- **Exercise aim**: An exact copy of every entry is needed, with the images left out.

- **Extracted entries**:
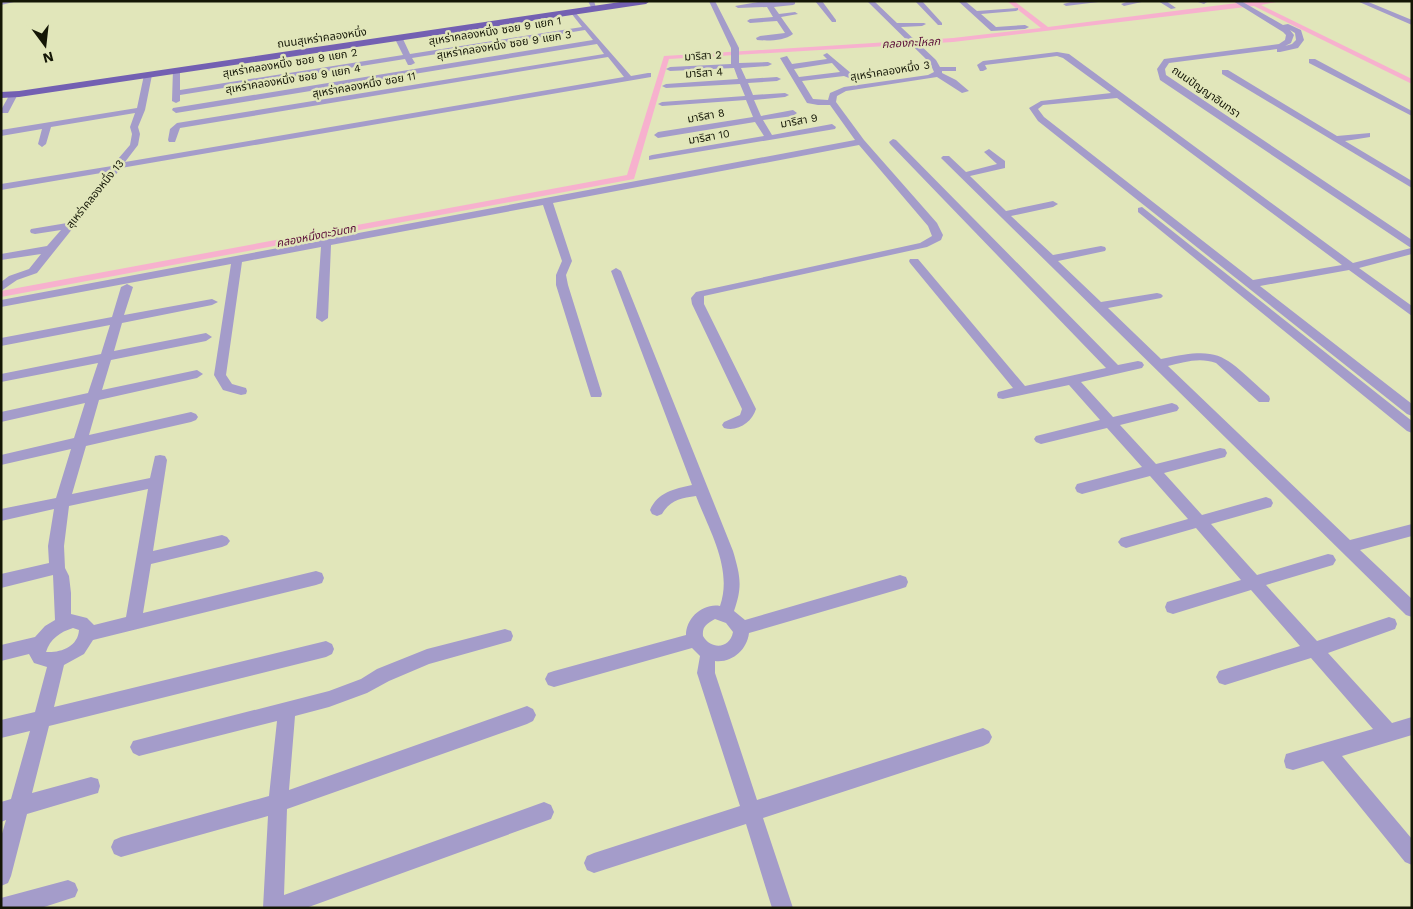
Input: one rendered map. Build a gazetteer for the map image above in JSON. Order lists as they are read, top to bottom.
{
  "streets": {
    "main road": ["ถนนสุเหร่าคลองหนึ่ง"],
    "street": [
      "สุเหร่าคลองหนึ่ง ซอย 9 แยก 1",
      "สุเหร่าคลองหนึ่ง ซอย 9 แยก 3",
      "มาริสา 2",
      "สุเหร่าคลองหนึ่ง ซอย 9 แยก 2",
      "สุเหร่าคลองหนึ่ง 3",
      "มาริสา 4",
      "สุเหร่าคลองหนึ่ง ซอย 9 แยก 4",
      "สุเหร่าคลองหนึ่ง ซอย 11",
      "ถนนปัญญาอินทรา",
      "มาริสา 8",
      "มาริสา 9",
      "มาริสา 10",
      "สุเหร่าคลองหนึ่ง 13"
    ]
  },
  "crossings": [
    ["สุเหร่าคลองหนึ่ง ซอย 9 แยก 1", "สุเหร่าคลองหนึ่ง ซอย 9 แยก 2"],
    ["ถนนสุเหร่าคลองหนึ่ง", "สุเหร่าคลองหนึ่ง 13"],
    ["สุเหร่าคลองหนึ่ง ซอย 9 แยก 3", "สุเหร่าคลองหนึ่ง ซอย 9 แยก 4"],
    ["มาริสา 9", "มาริสา 10"]
  ],
  "water": ["คลองกะโหลก", "คลองหนึ่งตะวันตก"],
  "north": "bottom"
}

- **Your response**:
Input: one rendered map. Build a gazetteer for the map image above in JSON. Order lists as they are read, top to bottom.
{
  "streets": {
    "main road": ["ถนนสุเหร่าคลองหนึ่ง"],
    "street": [
      "สุเหร่าคลองหนึ่ง ซอย 9 แยก 1",
      "สุเหร่าคลองหนึ่ง ซอย 9 แยก 3",
      "มาริสา 2",
      "สุเหร่าคลองหนึ่ง ซอย 9 แยก 2",
      "สุเหร่าคลองหนึ่ง 3",
      "มาริสา 4",
      "สุเหร่าคลองหนึ่ง ซอย 9 แยก 4",
      "สุเหร่าคลองหนึ่ง ซอย 11",
      "ถนนปัญญาอินทรา",
      "มาริสา 8",
      "มาริสา 9",
      "มาริสา 10",
      "สุเหร่าคลองหนึ่ง 13"
    ]
  },
  "crossings": [
    ["สุเหร่าคลองหนึ่ง ซอย 9 แยก 1", "สุเหร่าคลองหนึ่ง ซอย 9 แยก 2"],
    ["ถนนสุเหร่าคลองหนึ่ง", "สุเหร่าคลองหนึ่ง 13"],
    ["สุเหร่าคลองหนึ่ง ซอย 9 แยก 3", "สุเหร่าคลองหนึ่ง ซอย 9 แยก 4"],
    ["มาริสา 9", "มาริสา 10"]
  ],
  "water": ["คลองกะโหลก", "คลองหนึ่งตะวันตก"],
  "north": "bottom"
}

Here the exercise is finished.